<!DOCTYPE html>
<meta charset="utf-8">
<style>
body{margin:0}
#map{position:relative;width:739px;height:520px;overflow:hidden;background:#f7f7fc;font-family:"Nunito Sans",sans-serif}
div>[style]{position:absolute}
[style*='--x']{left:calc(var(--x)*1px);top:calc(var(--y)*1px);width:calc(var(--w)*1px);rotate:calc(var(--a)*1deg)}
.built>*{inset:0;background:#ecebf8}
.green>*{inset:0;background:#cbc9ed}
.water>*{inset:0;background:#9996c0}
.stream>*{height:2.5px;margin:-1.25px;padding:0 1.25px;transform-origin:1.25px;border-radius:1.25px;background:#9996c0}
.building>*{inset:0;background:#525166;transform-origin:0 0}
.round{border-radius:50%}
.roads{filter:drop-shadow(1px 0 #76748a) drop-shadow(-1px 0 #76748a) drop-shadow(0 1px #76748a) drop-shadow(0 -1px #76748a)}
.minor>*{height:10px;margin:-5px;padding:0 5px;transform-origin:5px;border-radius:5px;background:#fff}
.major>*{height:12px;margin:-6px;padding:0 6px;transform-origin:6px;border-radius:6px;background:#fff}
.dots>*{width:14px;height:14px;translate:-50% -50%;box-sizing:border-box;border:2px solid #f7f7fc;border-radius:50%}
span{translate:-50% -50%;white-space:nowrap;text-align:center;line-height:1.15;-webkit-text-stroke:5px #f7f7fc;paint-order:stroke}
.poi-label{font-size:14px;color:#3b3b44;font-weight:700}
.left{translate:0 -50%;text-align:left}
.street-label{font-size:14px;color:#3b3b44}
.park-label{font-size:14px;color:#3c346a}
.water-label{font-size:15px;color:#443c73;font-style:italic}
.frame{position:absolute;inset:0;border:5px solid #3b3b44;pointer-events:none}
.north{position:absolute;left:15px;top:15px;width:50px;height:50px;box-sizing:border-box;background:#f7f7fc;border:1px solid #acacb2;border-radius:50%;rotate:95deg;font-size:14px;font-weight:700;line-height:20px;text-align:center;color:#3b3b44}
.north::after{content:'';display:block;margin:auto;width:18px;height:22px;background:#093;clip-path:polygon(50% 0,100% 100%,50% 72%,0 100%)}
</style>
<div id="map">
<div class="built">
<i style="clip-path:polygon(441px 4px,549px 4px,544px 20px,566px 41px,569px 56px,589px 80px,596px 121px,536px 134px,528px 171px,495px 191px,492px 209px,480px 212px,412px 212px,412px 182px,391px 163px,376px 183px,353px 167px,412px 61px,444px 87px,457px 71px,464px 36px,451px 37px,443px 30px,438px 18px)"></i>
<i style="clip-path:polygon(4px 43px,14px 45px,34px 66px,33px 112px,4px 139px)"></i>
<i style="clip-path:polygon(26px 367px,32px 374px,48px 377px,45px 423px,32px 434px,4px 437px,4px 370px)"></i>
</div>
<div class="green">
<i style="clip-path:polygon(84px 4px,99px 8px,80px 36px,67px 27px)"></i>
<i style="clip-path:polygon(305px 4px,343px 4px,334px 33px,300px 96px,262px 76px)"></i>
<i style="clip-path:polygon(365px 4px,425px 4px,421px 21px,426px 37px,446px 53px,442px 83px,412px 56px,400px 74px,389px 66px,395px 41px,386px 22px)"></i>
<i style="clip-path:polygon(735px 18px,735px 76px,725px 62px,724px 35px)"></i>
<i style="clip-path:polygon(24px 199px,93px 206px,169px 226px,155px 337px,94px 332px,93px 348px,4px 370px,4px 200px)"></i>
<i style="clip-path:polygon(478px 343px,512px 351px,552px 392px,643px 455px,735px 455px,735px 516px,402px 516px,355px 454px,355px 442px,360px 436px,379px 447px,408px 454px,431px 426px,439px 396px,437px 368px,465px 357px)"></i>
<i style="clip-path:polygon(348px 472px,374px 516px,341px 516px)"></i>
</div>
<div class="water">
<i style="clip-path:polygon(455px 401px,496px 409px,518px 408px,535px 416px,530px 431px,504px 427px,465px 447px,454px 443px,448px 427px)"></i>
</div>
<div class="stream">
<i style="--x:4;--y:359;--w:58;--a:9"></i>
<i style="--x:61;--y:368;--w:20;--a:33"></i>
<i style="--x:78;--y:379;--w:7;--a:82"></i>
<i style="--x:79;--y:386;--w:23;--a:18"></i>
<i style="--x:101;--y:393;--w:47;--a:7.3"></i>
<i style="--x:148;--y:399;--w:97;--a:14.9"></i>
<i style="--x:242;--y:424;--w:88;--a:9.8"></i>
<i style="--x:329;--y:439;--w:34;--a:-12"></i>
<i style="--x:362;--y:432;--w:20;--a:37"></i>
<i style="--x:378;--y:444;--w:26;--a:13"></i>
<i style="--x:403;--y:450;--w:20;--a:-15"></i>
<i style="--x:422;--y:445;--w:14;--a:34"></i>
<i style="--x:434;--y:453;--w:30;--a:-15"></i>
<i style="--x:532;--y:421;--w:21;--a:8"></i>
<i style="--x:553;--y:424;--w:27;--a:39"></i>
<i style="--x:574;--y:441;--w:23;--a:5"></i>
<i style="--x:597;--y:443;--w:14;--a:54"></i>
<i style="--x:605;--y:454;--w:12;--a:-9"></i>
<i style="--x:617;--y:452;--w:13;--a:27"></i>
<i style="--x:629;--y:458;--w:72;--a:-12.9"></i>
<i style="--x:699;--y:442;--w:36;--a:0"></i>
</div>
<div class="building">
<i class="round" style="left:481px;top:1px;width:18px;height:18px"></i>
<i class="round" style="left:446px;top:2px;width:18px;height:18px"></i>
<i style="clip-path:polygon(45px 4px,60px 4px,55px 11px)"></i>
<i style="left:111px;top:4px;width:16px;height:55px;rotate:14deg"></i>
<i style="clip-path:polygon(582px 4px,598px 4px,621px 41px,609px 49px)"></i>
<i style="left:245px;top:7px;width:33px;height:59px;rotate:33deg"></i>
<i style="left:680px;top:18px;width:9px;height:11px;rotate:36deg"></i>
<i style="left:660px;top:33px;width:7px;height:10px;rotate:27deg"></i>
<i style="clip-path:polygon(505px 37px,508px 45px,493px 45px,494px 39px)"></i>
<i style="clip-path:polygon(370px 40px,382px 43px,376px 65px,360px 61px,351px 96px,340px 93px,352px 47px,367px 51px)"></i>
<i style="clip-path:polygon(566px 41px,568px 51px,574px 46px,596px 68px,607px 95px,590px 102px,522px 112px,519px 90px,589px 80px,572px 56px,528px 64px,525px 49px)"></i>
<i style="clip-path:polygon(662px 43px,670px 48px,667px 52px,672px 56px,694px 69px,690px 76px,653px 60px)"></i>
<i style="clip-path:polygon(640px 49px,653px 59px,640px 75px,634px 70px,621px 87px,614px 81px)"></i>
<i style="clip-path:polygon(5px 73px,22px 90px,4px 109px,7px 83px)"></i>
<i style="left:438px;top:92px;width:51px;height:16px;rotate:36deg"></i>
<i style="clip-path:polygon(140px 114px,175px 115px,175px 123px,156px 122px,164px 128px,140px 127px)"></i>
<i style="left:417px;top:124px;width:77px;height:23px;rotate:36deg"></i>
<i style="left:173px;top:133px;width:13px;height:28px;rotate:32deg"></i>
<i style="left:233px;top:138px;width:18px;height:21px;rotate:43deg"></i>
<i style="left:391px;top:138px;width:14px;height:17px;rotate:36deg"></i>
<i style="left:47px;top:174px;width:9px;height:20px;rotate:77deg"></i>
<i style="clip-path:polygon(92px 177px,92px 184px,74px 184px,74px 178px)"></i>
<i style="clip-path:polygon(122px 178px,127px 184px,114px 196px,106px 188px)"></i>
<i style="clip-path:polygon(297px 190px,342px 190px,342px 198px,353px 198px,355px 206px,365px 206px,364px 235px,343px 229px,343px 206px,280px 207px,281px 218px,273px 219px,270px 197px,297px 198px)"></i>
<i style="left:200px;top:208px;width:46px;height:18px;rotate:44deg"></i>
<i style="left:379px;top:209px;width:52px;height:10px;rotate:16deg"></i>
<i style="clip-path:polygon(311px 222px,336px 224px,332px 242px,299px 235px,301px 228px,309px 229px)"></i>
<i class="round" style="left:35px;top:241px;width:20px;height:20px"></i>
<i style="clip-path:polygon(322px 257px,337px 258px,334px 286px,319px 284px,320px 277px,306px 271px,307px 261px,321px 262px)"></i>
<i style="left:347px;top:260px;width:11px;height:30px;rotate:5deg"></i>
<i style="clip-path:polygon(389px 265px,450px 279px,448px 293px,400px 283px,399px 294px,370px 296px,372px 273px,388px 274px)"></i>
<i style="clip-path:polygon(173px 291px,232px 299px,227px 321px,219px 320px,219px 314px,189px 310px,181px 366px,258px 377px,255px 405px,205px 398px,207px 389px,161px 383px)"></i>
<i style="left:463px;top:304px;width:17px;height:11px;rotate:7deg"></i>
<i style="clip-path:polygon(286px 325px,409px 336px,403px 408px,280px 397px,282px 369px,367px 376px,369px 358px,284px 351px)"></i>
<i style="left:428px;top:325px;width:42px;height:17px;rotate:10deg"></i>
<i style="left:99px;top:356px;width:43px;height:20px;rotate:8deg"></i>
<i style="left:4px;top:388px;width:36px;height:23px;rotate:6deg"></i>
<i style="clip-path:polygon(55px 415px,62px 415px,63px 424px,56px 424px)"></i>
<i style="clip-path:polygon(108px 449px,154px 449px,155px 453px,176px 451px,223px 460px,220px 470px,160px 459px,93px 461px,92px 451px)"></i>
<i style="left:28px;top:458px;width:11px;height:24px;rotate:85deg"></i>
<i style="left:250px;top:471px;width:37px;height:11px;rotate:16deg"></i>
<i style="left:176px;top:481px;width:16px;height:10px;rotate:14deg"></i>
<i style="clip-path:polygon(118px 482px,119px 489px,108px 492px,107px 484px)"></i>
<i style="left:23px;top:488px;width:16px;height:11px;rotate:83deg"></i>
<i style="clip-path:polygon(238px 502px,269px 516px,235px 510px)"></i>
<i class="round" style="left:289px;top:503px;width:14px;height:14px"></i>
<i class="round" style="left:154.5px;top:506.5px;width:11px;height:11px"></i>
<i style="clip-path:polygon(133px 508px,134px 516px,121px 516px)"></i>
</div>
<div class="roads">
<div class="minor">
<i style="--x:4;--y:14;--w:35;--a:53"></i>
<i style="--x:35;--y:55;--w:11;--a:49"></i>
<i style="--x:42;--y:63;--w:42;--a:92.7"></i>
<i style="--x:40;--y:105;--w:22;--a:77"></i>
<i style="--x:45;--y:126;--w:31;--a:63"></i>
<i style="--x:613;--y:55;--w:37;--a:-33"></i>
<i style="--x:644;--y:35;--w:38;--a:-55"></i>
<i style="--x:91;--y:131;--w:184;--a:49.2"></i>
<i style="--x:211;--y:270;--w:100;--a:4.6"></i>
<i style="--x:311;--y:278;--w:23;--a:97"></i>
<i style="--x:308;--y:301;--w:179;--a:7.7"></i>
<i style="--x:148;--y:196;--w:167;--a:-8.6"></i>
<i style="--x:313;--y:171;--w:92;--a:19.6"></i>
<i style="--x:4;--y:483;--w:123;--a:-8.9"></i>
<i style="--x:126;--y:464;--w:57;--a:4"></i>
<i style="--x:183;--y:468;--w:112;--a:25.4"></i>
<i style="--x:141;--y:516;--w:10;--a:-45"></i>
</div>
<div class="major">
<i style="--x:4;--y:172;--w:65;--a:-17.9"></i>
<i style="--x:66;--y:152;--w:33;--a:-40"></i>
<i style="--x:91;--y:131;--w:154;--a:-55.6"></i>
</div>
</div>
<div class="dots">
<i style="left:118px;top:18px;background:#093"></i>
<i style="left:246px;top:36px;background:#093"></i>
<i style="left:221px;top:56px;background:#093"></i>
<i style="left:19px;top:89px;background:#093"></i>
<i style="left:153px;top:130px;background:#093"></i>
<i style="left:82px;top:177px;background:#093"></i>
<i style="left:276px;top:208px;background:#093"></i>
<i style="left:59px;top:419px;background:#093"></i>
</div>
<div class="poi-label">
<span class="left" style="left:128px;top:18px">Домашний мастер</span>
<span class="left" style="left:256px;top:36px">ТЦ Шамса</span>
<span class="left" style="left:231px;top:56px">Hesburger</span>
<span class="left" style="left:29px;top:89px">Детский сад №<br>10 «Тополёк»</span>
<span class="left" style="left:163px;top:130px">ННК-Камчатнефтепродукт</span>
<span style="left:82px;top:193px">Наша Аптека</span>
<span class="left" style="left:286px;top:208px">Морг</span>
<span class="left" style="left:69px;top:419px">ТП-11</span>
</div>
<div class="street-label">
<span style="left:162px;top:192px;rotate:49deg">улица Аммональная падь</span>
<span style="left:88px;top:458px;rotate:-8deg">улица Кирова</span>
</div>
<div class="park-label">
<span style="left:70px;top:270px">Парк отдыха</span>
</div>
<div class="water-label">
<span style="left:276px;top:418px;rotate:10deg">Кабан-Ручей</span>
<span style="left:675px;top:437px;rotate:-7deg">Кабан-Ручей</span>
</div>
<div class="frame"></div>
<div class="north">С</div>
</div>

**WHAT THE TASK REQUIRES:** The lines to return are those in the entries above that include "stream".

**SOLUTION:**
.stream>*{height:2.5px;margin:-1.25px;padding:0 1.25px;transform-origin:1.25px;border-radius:1.25px;background:#9996c0}
<div class="stream">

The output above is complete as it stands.